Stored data
▽

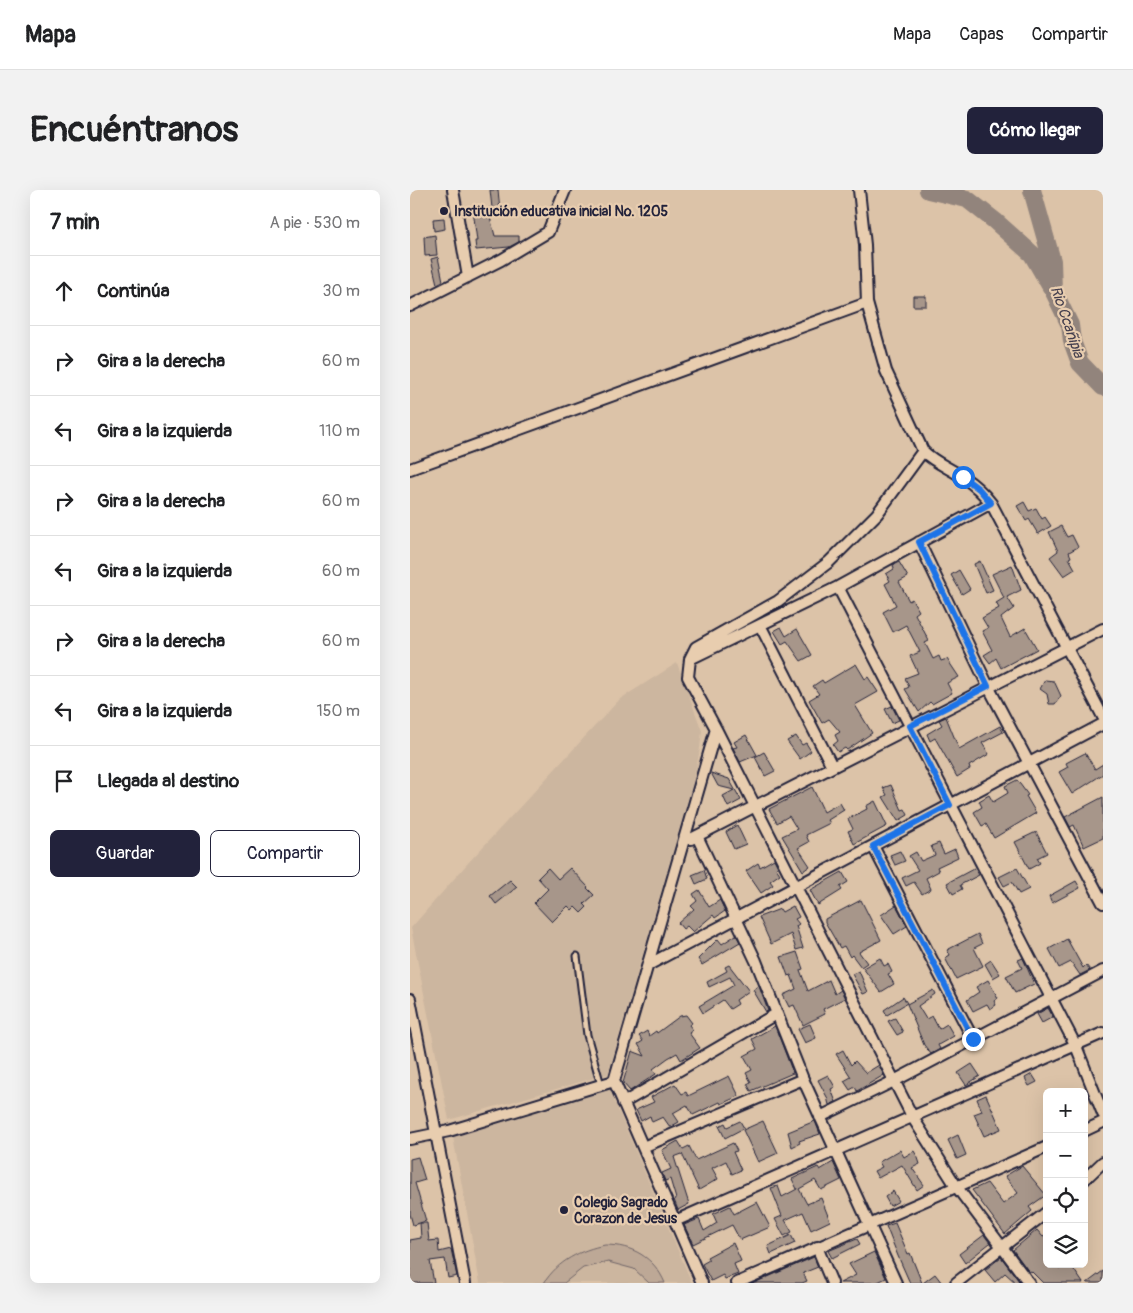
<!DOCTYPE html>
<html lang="es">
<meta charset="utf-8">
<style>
:root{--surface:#fff;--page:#f2f2f2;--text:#202124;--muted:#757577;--line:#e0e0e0;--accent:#22223b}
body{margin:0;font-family:Pangolin,sans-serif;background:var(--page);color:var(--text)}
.controls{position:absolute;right:15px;bottom:15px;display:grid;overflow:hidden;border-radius:8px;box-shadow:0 5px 20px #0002}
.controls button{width:45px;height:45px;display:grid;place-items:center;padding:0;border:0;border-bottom:1px solid var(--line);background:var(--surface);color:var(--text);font:25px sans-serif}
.stop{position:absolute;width:15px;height:15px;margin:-11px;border:4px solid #1a73e8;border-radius:50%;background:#fff}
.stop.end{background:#1a73e8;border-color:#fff;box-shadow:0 1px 5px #0008}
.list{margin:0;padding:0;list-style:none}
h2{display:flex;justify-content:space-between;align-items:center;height:65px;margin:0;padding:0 20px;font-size:21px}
h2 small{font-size:16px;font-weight:400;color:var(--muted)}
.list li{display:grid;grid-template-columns:32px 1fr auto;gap:15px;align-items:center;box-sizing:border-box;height:70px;padding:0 20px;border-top:1px solid var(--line)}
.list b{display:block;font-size:19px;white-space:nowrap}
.list em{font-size:16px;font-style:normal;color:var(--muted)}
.actions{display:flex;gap:10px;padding:15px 20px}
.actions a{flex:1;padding:11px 0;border:1px solid var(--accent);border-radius:8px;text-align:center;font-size:18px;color:var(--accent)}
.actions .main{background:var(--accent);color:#fff}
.icon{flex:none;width:28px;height:28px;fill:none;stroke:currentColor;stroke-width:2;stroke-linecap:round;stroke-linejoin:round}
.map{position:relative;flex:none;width:693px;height:1093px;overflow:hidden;border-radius:8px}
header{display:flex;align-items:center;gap:30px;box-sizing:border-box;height:70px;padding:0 25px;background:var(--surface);border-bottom:1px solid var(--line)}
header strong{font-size:24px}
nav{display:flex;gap:28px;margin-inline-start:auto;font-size:18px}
.intro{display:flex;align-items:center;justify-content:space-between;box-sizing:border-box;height:120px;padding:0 30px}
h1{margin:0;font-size:35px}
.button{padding:12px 22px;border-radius:8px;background:var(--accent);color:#fff;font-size:18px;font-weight:700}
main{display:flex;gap:30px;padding:0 30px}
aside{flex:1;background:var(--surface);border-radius:8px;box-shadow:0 5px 20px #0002}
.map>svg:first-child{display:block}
.built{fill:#ccb69f}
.green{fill:#bda896;stroke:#706568}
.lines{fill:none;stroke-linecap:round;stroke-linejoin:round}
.river{stroke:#92847c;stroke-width:18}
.building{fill:#a7968a;stroke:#22223b}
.lane-casing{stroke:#22223b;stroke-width:9}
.street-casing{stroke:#22223b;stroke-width:14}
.lane{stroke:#e8cdaf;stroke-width:5}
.street{stroke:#e8cdaf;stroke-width:10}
.route{stroke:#1a73e8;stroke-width:6}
.poi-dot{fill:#22223b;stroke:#e8cdaf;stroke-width:2}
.labels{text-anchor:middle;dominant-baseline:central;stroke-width:4.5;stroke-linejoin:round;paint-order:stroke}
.poi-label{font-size:14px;font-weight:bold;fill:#22223b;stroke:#e8cdaf;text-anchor:start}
.water-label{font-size:15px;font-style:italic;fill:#443f4e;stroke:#e8cdaf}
</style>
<header>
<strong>Mapa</strong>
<nav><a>Mapa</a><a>Capas</a><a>Compartir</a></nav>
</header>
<div class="intro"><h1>Encuéntranos</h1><a class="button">Cómo llegar</a></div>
<main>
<aside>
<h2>7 min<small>A pie · 530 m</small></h2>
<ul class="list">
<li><svg class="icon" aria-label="ahead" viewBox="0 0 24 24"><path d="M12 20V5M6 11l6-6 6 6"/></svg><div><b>Continúa</b></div><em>30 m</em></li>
<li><svg class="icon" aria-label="right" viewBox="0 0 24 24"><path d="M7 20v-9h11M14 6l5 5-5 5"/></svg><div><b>Gira a la derecha</b></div><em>60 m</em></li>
<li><svg class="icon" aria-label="left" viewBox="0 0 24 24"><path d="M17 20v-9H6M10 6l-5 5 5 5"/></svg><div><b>Gira a la izquierda</b></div><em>110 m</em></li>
<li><svg class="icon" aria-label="right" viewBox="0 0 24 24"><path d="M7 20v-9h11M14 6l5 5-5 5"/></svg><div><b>Gira a la derecha</b></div><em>60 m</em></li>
<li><svg class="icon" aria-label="left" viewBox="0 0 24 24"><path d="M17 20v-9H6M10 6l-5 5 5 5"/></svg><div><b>Gira a la izquierda</b></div><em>60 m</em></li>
<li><svg class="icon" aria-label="right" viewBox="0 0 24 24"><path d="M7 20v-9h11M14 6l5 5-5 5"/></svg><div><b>Gira a la derecha</b></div><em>60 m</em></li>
<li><svg class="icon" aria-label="left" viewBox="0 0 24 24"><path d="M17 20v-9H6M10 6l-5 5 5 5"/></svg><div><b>Gira a la izquierda</b></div><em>150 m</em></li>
<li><svg class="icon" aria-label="arrive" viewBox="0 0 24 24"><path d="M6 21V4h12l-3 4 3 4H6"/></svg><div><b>Llegada al destino</b></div></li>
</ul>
<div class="actions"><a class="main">Guardar</a><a>Compartir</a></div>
</aside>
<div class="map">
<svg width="693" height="1093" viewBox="0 0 693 1093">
<rect width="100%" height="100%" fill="#dcc3a8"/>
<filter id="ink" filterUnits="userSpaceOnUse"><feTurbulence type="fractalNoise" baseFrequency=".02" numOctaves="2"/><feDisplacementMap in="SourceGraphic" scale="10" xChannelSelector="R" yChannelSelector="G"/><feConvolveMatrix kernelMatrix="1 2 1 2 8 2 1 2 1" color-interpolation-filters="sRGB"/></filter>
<g filter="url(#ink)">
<path class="built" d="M267 473 292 541 290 558 286 581 198 884 39 930 1 738 58 673 210 509Z
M199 899 282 1093H70L43 947Z"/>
<path class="green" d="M195 1055C222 1055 244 1067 255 1093H239L224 1079 198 1072 173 1078 154 1093H134C148 1071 170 1060 195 1055Z"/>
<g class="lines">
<path class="river" d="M518 0 557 9 585 31 622 64 641 97
M622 0 642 71 643 100 660 135 662 151 670 173 693 197"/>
</g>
<path class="building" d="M80 0H88L90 20 91 25 80 27 85 46H109V52L99 57 66 60 65 51H67L63 20 82 18Z
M34 28 35 39 24 41 23 29Z
M25 45 27 65 15 66 14 47Z
M28 67 33 91 27 94 21 69Z
M503 106H516V116H503Z
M614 312 619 321 626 318 632 329 635 327 641 336 628 344 619 329 616 331 607 316Z
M651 336 657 347 662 345 668 357 659 362 661 367 659 368 665 379 654 386 640 367 648 361 639 342Z
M570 371 583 400 576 403 564 374Z
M489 372 498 387 489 392 499 411 502 409 509 421 505 424 519 451 515 453 523 469 529 466 531 471 537 469 549 487 537 493 542 503 522 514 520 512 509 522 495 499 499 497 495 488 508 483 500 466 510 462 496 435 483 442 473 422 486 415 475 394 480 391 476 384 484 379 483 375Z
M602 375 611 400 597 407 604 418 591 428 600 447 615 438 627 459 591 478 586 468 580 473 574 465 582 460 572 441 578 438 572 428 589 418 586 413 594 408 582 384Z
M549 380 560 399 552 404 541 385Z
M371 437 376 446 387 439 402 465 391 471 377 451 372 454 364 441Z
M446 474 455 489 458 487 468 502 445 515 462 543 437 560 435 558 428 562 423 555 428 551 425 545 430 542 419 529 412 533 399 510 409 504 403 496 412 490 414 493Z
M635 490 644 491 651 506 645 514H639L637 504 630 499Z
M482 516 489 530 482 533 475 519Z
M536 527 549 559 590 536 593 542 572 553 579 564 559 576 560 579 547 587 525 548 520 551 517 544 532 535 529 530Z
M336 545 347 565 330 572 323 558 327 557 324 552Z
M386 546 392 555 396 553 401 561 390 569 377 551Z
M354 562 365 581 355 586 345 567Z
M675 563 685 579 693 574V584L662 604 649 582 658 577 656 573Z
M301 583 319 589 331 610 318 617 313 606 324 600 308 596Z
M607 590 618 605 616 606 626 623 584 648 576 634 572 636 564 622 572 617 569 611 579 605 583 612 598 603 595 596Z
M481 595 492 620 495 619 498 625 488 631 473 607 477 605 473 598Z
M402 597 414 622 430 613 434 620 418 630 420 633 396 645 399 652 388 658 400 676 393 681 372 646 387 639 379 626 367 633 359 619Z
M693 607V648L674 657 664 635 660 637 655 627Z
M465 611 477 636 444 654 438 641 443 639 438 629 457 619 456 616Z
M327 635 336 654 324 659 316 642Z
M626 642 637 663 627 668 630 673 619 679 605 652Z
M529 653 534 664 545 659 548 667 527 677 529 681 516 688 521 699 512 704 504 692 496 696 492 688 508 680 499 666 506 662 511 671 525 665 521 656Z
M490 661 495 671 485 675 480 665Z
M364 669 368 677 366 678 370 684 360 691 363 695 351 703 336 681 348 673 350 677Z
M138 678 148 689 160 678 178 697 177 698 184 705 174 714 177 717 171 723 165 717 162 720 158 716 142 732 124 713 138 699 128 688Z
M565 678 569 685 550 695 552 699 543 704 537 693Z
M607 678 619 699 609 704 602 692 594 696 589 687Z
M294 680 297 689 286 694 282 685Z
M432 682 438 692 430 697 432 700 408 715 400 700Z
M100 690 107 697 86 714 80 706Z
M666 691 670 698 642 713 639 706Z
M289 700 299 717 310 710 315 721 305 728 303 725 283 742 277 736 273 739 268 733 284 719 281 716 287 711 283 704Z
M451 710 471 750 449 762 457 773 451 777 442 765 440 767 434 756 430 758 415 732V729Z
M486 715 497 736 484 744 471 725Z
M383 716 389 727 385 729 389 734 386 736 393 758 386 760 381 744 361 754 349 727 370 719 372 722Z
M568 744 572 754 564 758 573 776 546 789 535 768 540 765 537 760Z
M326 745 330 752 292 775 288 769 308 749 312 754Z
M657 749 673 778 676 775 680 780 670 785 661 772 649 778 639 759Z
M387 762 393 779 390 780 398 801 419 790 425 804 431 800 435 808 413 819 415 824 393 835 384 815 379 817 373 805 386 799 381 785 378 786 371 767Z
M470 768 474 776 478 774 482 782 478 784 484 794 471 802 453 778Z
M613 768 624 794 605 803 596 786 612 778 608 770Z
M581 770 590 784 583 788 575 774Z
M319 775 339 801 326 810 328 814 320 819 313 810 293 823 289 816 324 795 320 787 299 797 297 792 317 781 315 777Z
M449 781 458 802 453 804 442 784Z
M578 790 588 808 584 811 586 815 580 819 577 814 563 821 557 810 569 802 566 797Z
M349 796 358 821 356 822 343 800Z
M523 800 525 804 508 816 516 829 522 826 529 839 537 834 544 846 528 855 530 859 521 864 514 855 497 814Z
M493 807 497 813 477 825 474 820Z
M638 818 643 827 632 833 627 824Z
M276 825 282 833 279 835 283 840 279 843 290 858 271 870 267 863 258 868 243 879 246 884 220 901 213 893 222 861 235 866 228 854 233 851 229 846 237 841 239 846 246 841 247 843 270 826Z
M485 828 493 842 487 845 478 831Z
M400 834 406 848 395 853 388 839Z
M365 836 383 883 341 901 337 894 341 892 336 883 342 880 334 866 347 859 342 849Z
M433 860 441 875 445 871 456 883 469 875 474 885 447 901 445 897 440 900 434 891 441 887 426 864Z
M562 874 570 886 556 895 548 883Z
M622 884 627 892 619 896 615 888Z
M418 885 425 897 421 899 426 912 419 915 417 907 408 890Z
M319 886 329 906 311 914 310 912 283 925 277 915 263 923 269 932 260 937 253 927 242 932 240 926 231 931 226 920 244 912 241 907 265 894 272 904 276 902 278 906Z
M576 905 591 939 574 946 564 924 572 921 567 909Z
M330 931 334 938 315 948 309 936 315 933 317 937Z
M353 931 368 963 348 972 333 940Z
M405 931 410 944 389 951 390 953 382 957 378 942Z
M548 945 556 965 547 969 538 950Z
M268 951 273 959 279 956 286 970 323 953 327 961 323 962 331 980 322 984 316 971 302 978 308 989 289 1000 272 964 264 967 279 1014 268 1020 264 1010 266 1009 260 989 255 991 252 983 261 979 252 960Z
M490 960 494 967 504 961 508 968 510 974 502 978 514 995 507 1000 492 975 468 988 464 981 472 977 469 972Z
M8 967 15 990 5 993 16 1031 3 1035 0 1024V969Z
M423 972 431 990 411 1000 405 990 389 999 397 1014 411 1008 420 1031 401 1040 393 1022 375 1030 382 1042 374 1046 365 1029 372 1026 361 998 368 996 372 1007 387 999 382 989 408 977 410 980Z
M612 976 636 1005 619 1017 622 1021 595 1044 562 1000 577 993 593 1014 608 1003 595 986Z
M483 1001 489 1011 480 1016 475 1007Z
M347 1012 360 1037 330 1050 322 1035 283 1054 274 1035 289 1029 294 1041 307 1033 303 1024 320 1016 324 1024Z
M10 1033H17L19 1051 28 1050 29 1062 41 1059 47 1086 38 1088 35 1069 20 1071 24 1093H0V1050L11 1048Z
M485 1033 498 1064 500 1063 512 1093H500L488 1066 476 1036Z
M627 1040 633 1047 637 1044V1074H645L649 1079 656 1074H660L673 1093H633L621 1081 619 1082 603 1060Z
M381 1045 385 1053 361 1064 358 1056Z
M574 1045 580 1053 555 1073 549 1064Z
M447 1049 450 1054 422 1068 418 1061Z
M323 1053 331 1071 324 1074 328 1084 315 1089 313 1085 301 1091 292 1074 299 1070 297 1067Z
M464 1062 476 1088 466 1093H430L446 1085 439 1074Z
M404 1067 408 1077 393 1083 397 1091 392 1093H344Z
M591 1067 609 1091 606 1093 595 1083 585 1092 575 1080Z
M693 1081V1093H677Z
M525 1084 532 1093H513Z"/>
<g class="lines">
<g class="lane-casing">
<path id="lane" d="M167 766 177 845 191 895"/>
</g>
<g class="street-casing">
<path id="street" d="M43 0 58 87
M0 116 91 70 138 42 155 0
M513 261C525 273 540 278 554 288 565 295 573 303 581 313L693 527
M0 279 457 113
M509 352 578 496 693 713
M428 397 666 856 693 924
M350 435 422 576
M280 469 286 457 368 411 419 372 467 324 513 261 476 181 457 113 455 55 449 0
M306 539 278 487 280 469 428 397 581 313
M287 646 346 771 393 889 486 1093
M281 649 693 439
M463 656 563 849
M238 775 693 534
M0 809 55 1093
M213 913 366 824
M410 927 486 890 693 781
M674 941 693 932
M0 949 39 941 204 891
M233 957 393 889
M674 990 693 972
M265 1031 693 843
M407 1057 422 1093
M292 1093 204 891 306 539 503 928 546 996 619 1093
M327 1093 637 957
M546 1093 637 1022"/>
</g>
<use href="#lane" class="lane"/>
<use href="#street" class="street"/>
</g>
</g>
<g class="lines" filter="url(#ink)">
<path class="route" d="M553 287 569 299 581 313 509 352 578 496 500 536 540 615 463 656 563 849"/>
</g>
<g class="poi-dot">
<circle cx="34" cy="21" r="5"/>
<circle cx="154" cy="1020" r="5"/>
</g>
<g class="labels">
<g class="poi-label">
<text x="44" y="21">Institución educativa inicial No. 1205</text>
<text x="164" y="1012">Colegio Sagrado<tspan x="164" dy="16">Corazon de Jesus</tspan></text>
</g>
<g class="water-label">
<text transform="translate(657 132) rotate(71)">Rio Ccañipia</text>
</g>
</g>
</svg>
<div class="controls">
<button>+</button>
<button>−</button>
<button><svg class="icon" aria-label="locate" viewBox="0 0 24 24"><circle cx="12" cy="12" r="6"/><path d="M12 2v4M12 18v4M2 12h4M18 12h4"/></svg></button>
<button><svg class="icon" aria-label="layers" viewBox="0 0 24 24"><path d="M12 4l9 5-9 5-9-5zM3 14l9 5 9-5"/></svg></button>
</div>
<div class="stop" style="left:553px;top:287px"></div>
<div class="stop end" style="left:563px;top:849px"></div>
</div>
</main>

△

What you return must match, line for line, the data from the line containing "M292 1093 204" to its end, both ends included.

M292 1093 204 891 306 539 503 928 546 996 619 1093
M327 1093 637 957
M546 1093 637 1022"/>
</g>
<use href="#lane" class="lane"/>
<use href="#street" class="street"/>
</g>
</g>
<g class="lines" filter="url(#ink)">
<path class="route" d="M553 287 569 299 581 313 509 352 578 496 500 536 540 615 463 656 563 849"/>
</g>
<g class="poi-dot">
<circle cx="34" cy="21" r="5"/>
<circle cx="154" cy="1020" r="5"/>
</g>
<g class="labels">
<g class="poi-label">
<text x="44" y="21">Institución educativa inicial No. 1205</text>
<text x="164" y="1012">Colegio Sagrado<tspan x="164" dy="16">Corazon de Jesus</tspan></text>
</g>
<g class="water-label">
<text transform="translate(657 132) rotate(71)">Rio Ccañipia</text>
</g>
</g>
</svg>
<div class="controls">
<button>+</button>
<button>−</button>
<button><svg class="icon" aria-label="locate" viewBox="0 0 24 24"><circle cx="12" cy="12" r="6"/><path d="M12 2v4M12 18v4M2 12h4M18 12h4"/></svg></button>
<button><svg class="icon" aria-label="layers" viewBox="0 0 24 24"><path d="M12 4l9 5-9 5-9-5zM3 14l9 5 9-5"/></svg></button>
</div>
<div class="stop" style="left:553px;top:287px"></div>
<div class="stop end" style="left:563px;top:849px"></div>
</div>
</main>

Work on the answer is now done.